Scandal City, or The Rhetoric Game, Part I

Yes, I’ve been extremely busy, but that’s not really why I haven’t been blogging. I haven’t been around these parts because the “scandals” of the past weeks have been so devoid of intrigue and full of trite rhetoric that it’s taken this long for them to play far enough out to generate anything worth commenting on. So let’s start with the big story: the Swift Boat story that’s been on every channel nonstop for weeks now.

My opinion has always been that videos like the August 4 Swift Boat Ad are the kind of negative publicity your campaign simply doesn’t want, and as such all the press Kerry’s public defenders generated for the ad amounted to a terrible idea. However, I felt Kerry was smart to ignore it and hope the subject changed. But three weeks went by and the subject didn’t change, so Kerry mounted his counter-offensive starting with a cute quote: “When you’re under attack, the best thing to do is turn your boat into the attacker.” I initially felt the whole counter-offensive strategy was risky at best, but some pundits like Mickey Kaus felt it was necessary:

The problem is that Kerry is running for president on this official hype of a more-than-honorable record (one reason he’s constantly referring reporters to his official medal citations). He’s not only running on the hype but pushing it to the limit, milking it for all it’s worth. That’s dangerous in, yes, the Internet era! Obsessive fact-checkers can smoke out the exaggerations and get them past the ex-gatekeepers.** Unfortunately, it’s more or less all Kerry’s got. It wouldn’t be so important if Kerry had a) a discernable ideology; b) a political message; c) a record of achievement; or d) an appealing personality!

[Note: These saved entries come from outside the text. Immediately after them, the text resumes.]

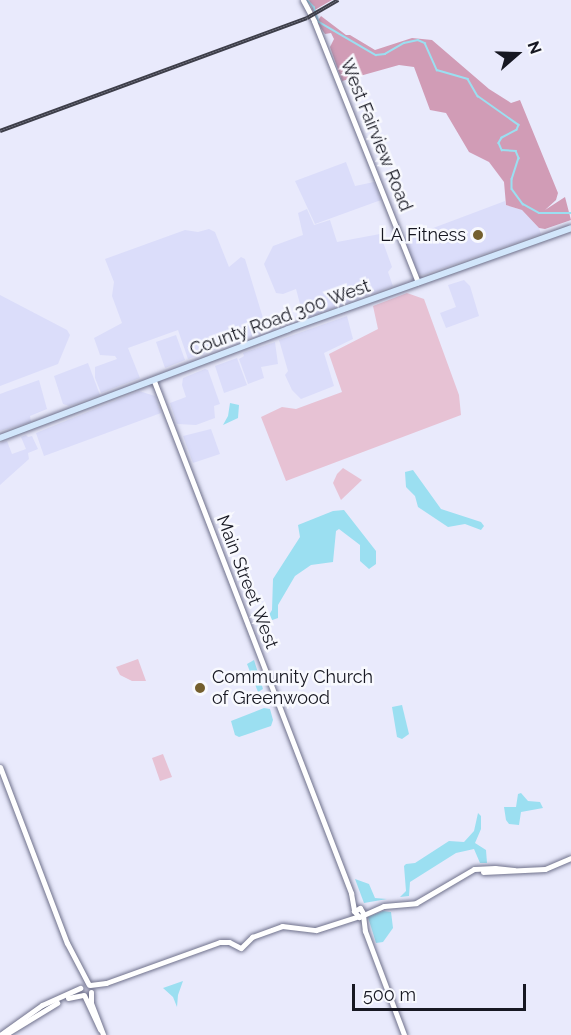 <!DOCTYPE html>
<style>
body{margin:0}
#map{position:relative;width:571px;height:1035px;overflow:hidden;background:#e9eafc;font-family:Raleway,sans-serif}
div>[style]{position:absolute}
.built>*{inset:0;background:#dbddfa}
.green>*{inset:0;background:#e7c2d4}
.forest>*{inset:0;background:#d19cb6}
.water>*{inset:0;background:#9bdff1}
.stream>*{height:1.5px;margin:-0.75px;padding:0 0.75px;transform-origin:0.75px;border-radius:0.75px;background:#9bdff1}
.roads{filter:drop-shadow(0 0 2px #6f718b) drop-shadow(0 0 2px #6f718b)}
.secondary>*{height:5px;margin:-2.5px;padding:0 2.5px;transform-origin:2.5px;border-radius:2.5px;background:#fff}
.primary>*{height:6px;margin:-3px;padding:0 3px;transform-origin:3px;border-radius:3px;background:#d2e6fb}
.rail>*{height:4px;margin-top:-2px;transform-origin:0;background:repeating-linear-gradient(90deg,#f8f9fe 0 4.5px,#3e3f4a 0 9px);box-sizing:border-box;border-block:2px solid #3e3f4a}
.dots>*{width:16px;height:16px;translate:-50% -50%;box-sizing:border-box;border:3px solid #f8f9fe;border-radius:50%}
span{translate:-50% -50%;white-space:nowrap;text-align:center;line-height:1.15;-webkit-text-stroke:5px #f8f9fe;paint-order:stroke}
.street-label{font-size:18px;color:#171822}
.poi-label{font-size:18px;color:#171822}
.right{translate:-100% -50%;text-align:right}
.left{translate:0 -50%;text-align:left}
.north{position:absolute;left:487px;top:24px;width:60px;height:60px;-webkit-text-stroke:4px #f8f9fe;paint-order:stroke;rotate:70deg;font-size:16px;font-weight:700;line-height:24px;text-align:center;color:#171822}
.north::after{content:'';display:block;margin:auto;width:21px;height:27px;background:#171822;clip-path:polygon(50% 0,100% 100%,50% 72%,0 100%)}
.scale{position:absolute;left:352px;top:984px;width:174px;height:27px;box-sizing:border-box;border:3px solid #171822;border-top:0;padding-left:8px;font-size:18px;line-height:21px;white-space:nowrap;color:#171822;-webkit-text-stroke:4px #f8f9fe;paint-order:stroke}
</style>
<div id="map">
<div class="built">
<div style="clip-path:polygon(346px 162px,355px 186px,374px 182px,381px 200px,315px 224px,295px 181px)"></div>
<div style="clip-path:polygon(505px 201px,506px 205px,522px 210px,539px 228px,541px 234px,423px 275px,418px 274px,404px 239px)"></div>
<div style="clip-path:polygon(307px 209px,314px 225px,330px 220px,337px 242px,380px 234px,392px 267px,388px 272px,393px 286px,304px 319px,296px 289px,283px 294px,276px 293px,264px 264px,273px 246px,303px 235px,298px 213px)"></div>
<div style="clip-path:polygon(209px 229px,215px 232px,229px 267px,241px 257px,245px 259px,267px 331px,188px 359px,178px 330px,128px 348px,140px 378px,101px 393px,95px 378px,95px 367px,117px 359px,115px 356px,100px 355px,94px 338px,122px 323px,112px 296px,114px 282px,105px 259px,185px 230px,198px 232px)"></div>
<div style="clip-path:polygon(464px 280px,470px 286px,479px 316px,446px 328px,440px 313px,456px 307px,448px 285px)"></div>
<div style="clip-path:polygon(0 295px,67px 330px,70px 335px,58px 364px,0 386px)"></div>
<div style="clip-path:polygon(347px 316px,353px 339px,324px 353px,334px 386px,301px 399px,292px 390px,285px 375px,288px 371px,279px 340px)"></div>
<div style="clip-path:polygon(176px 335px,185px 360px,165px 368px,156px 342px)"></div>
<div style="clip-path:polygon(275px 342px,278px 364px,261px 367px,264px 378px,248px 384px,239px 359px,244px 356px,243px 353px)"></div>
<div style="clip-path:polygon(237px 358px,247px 385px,224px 393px,215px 366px)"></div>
<div style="clip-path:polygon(88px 363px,100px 395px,69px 406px,63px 404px,54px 376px)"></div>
<div style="clip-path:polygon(205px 369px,208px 370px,220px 404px,214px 406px,215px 418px,196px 425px,177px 424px,170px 403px,186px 397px,182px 385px,183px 378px)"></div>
<div style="clip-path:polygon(39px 380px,47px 409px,30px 416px,31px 422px,0 431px,0 394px,8px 391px,9px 395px,8px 391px)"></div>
<div style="clip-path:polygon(139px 391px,155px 396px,161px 413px,44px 456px,36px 433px)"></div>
<div style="clip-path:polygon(211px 429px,220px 454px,193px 463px,183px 436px)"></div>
<div style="clip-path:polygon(26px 435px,28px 437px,32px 436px,38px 449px,28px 453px,29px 459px,0 485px,0 443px,7px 441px,12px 454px,26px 449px,21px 437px)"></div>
</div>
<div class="green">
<div style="clip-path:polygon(407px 293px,424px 299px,459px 395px,461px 415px,286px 481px,261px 417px,282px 407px,296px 409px,342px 392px,329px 354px,378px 329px,373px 306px)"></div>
<div style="clip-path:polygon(343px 468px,362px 480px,341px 500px,333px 483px,337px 474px)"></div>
<div style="clip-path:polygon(138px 659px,146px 681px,132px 681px,120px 675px,116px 667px)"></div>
<div style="clip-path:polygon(163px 754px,172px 777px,160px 781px,152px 758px)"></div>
</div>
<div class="forest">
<div style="clip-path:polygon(309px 0,332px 0,313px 11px)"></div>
<div style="clip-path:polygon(321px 16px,346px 35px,350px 35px,375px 50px,412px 38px,432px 40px,489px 89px,511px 103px,520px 100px,558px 193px,556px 200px,545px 210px,565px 197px,571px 220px,545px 229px,539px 228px,522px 210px,506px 205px,504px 182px,489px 162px,469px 152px,446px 113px,430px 110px,414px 67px,399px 65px,342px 81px,330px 47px,334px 39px,331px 33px,325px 34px,317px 22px)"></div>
</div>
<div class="water">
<div style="clip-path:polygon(230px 403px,239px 405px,238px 418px,223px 425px,228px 416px)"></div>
<div style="clip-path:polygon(413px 470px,441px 509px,481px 522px,484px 526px,481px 530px,465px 524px,448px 527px,418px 507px,415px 496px,406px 487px,405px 472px)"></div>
<div style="clip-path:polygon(344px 510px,376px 551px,376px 564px,369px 569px,360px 561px,360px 545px,339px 529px,336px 531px,333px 562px,311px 565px,295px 576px,278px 605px,278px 618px,264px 623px,272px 610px,273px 579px,300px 537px,298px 525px,333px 511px)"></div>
<div style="clip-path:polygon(254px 660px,263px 689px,258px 692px,247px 664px)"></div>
<div style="clip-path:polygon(402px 705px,409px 734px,402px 739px,397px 737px,392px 707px)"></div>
<div style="clip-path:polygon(264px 708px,270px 709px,273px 720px,271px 726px,239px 737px,235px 735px,231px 721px)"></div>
<div style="clip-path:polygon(521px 793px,528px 801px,540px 802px,543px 808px,521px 812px,519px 825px,509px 824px,506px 820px,504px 807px,516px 807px,518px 794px)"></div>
<div style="clip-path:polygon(478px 813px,481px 816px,481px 829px,475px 843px,486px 850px,487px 863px,480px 863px,474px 849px,456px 853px,410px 882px,409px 896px,400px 897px,406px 891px,404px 866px,406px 864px,415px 863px,449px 841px,464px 842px,474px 831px)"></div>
<div style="clip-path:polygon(355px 879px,369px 884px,375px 898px,387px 899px,364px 903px)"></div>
<div style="clip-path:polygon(383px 911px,391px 912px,393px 928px,383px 942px,376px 943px,368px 917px)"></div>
<div style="clip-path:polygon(183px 981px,178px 995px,177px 1007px,173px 997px,163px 988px)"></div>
</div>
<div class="stream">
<div style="left:307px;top:0;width:10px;rotate:45deg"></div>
<div style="left:314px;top:7px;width:16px;rotate:72deg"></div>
<div style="left:319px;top:22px;width:66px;rotate:30.1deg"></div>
<div style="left:376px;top:55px;width:9px;rotate:-6deg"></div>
<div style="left:385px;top:54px;width:22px;rotate:-30deg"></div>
<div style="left:404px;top:43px;width:14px;rotate:-12deg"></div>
<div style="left:418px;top:40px;width:8px;rotate:23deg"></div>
<div style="left:425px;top:43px;width:30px;rotate:66deg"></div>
<div style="left:437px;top:70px;width:32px;rotate:16deg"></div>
<div style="left:468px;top:79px;width:20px;rotate:60deg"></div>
<div style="left:478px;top:96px;width:50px;rotate:35.3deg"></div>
<div style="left:519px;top:125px;width:5px;rotate:112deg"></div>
<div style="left:517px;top:130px;width:17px;rotate:152deg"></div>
<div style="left:502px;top:138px;width:6px;rotate:121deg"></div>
<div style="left:499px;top:143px;width:8px;rotate:67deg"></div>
<div style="left:502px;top:150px;width:14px;rotate:4deg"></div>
<div style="left:516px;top:151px;width:8px;rotate:67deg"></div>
<div style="left:519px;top:158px;width:22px;rotate:108deg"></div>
<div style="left:512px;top:179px;width:10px;rotate:90deg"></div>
<div style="left:512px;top:189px;width:19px;rotate:54deg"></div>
<div style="left:523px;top:204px;width:18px;rotate:29deg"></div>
<div style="left:539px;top:213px;width:32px"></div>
</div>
<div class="roads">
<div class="secondary">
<div style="left:303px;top:0;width:24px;rotate:62deg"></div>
<div style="left:314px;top:21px;width:281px;rotate:68.3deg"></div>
<div style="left:154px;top:381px;width:549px;rotate:68.95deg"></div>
<div style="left:351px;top:893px;width:17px;rotate:80deg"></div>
<div style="left:0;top:767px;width:188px;rotate:69.2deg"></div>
<div style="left:67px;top:943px;width:47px;rotate:62.4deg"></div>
<div style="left:483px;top:872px;width:62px;rotate:-2.8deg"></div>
<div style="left:545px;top:869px;width:28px;rotate:-23deg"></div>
<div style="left:363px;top:913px;width:6px;rotate:-121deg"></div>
<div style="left:360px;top:908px;width:7px;rotate:153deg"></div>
<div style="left:354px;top:911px;width:8px;rotate:50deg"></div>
<div style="left:359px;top:917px;width:27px;rotate:-24deg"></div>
<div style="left:384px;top:906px;width:32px;rotate:-5deg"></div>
<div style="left:416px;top:903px;width:67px;rotate:-30.4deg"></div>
<div style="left:474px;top:869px;width:21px;rotate:-3deg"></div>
<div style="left:495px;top:868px;width:19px;rotate:6deg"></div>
<div style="left:363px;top:915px;width:16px;rotate:83deg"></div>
<div style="left:365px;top:931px;width:111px;rotate:69.4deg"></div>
<div style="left:90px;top:985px;width:16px;rotate:-7deg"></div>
<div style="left:106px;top:983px;width:121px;rotate:-19.8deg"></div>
<div style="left:220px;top:942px;width:9px"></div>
<div style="left:229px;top:942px;width:13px;rotate:27deg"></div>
<div style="left:241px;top:948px;width:16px;rotate:-45deg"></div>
<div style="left:252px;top:937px;width:32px;rotate:-20deg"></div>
<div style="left:282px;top:926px;width:34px;rotate:7deg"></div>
<div style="left:316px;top:930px;width:42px;rotate:-18deg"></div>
<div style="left:91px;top:992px;width:11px;rotate:90deg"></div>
<div style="left:91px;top:1003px;width:34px;rotate:69deg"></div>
<div style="left:84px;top:995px;width:38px;rotate:65deg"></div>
<div style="left:68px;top:998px;width:15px;rotate:-11deg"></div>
<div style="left:6px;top:1034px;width:60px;rotate:-31.3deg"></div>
<div style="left:0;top:1035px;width:52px;rotate:-35.5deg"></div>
<div style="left:42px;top:1005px;width:42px;rotate:-24.1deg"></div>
</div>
<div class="primary">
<div style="left:0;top:438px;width:308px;rotate:-20.7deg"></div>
<div style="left:288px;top:329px;width:300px;rotate:-19.6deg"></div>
</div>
</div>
<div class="rail">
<div style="left:0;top:131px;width:327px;rotate:-20.2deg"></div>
<div style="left:307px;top:18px;width:36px;rotate:-30deg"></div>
</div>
<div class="dots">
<div style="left:478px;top:235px;background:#745f2e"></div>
<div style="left:200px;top:688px;background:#745f2e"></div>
</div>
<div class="street-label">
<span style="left:376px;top:135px;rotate:68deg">West Fairview Road</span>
<span style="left:280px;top:318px;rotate:-20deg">County Road 300 West</span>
<span style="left:247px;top:582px;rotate:69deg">Main Street West</span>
</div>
<div class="poi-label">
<span class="right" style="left:466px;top:235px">LA Fitness</span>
<span class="left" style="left:212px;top:688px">Community Church<br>of Greenwood</span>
</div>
<div class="north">N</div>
<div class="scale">500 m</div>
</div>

Okay, so I’m thinking that now Bush is on the defensive and should at least deal with this by changing the subject or coming up with a more effective sound byte or something. When Bush said nothing, I could only assume he didn’t want to show his cards before the convention or something. Boy was I wrong. The second Kerry turned that boat his lead evaporated, returning the electoral college projections to a virtual dead heat. My guess is it’s the reverse Fahrenheit 9/11 effect: it’s only a novelty until you start fighting it, and then it becomes a phenomenon. Moreover, when Kerry calls for a ban on a negative ad he becomes vulnerable to a counter-offensive calling for removal of all ads by 527s, which is exactly what happened. “Bush wants all negative ads removed, but he’s skirting the major issue which is that I want only this one ad against me removed” simply isn’t an effective argument for Kerry even if Bush is skirting the issue.

Let’s recap: Bush lets Swift Boat Vets do his dirty work; Bush lets media do his dirty work; Bush lets Kerry let media do his dirty work; Bush comes out against 527s; Bush gets a 6-point shift right before his convention. And how much money came out of the campaign war chest for this? Hot campaign tip: when your strategy results in the media essentially running your opponent’s attack ads against you, change the subject fast.

If you’re an issues person, you’ve got to be simply disgusted with this story. When the entire thrust of the Kerry-Bush banter has been reduced to the semantics of whether denouncing all 527s counts as denouncing a specific one, this election’s politics may have degenerated even further than I thought. It’s like The Filthy Critic once said: “I hate George Bush, but I have better reasons than this”. I can’t wait for the Republican National Convention, if only so we can talk about something else for a change.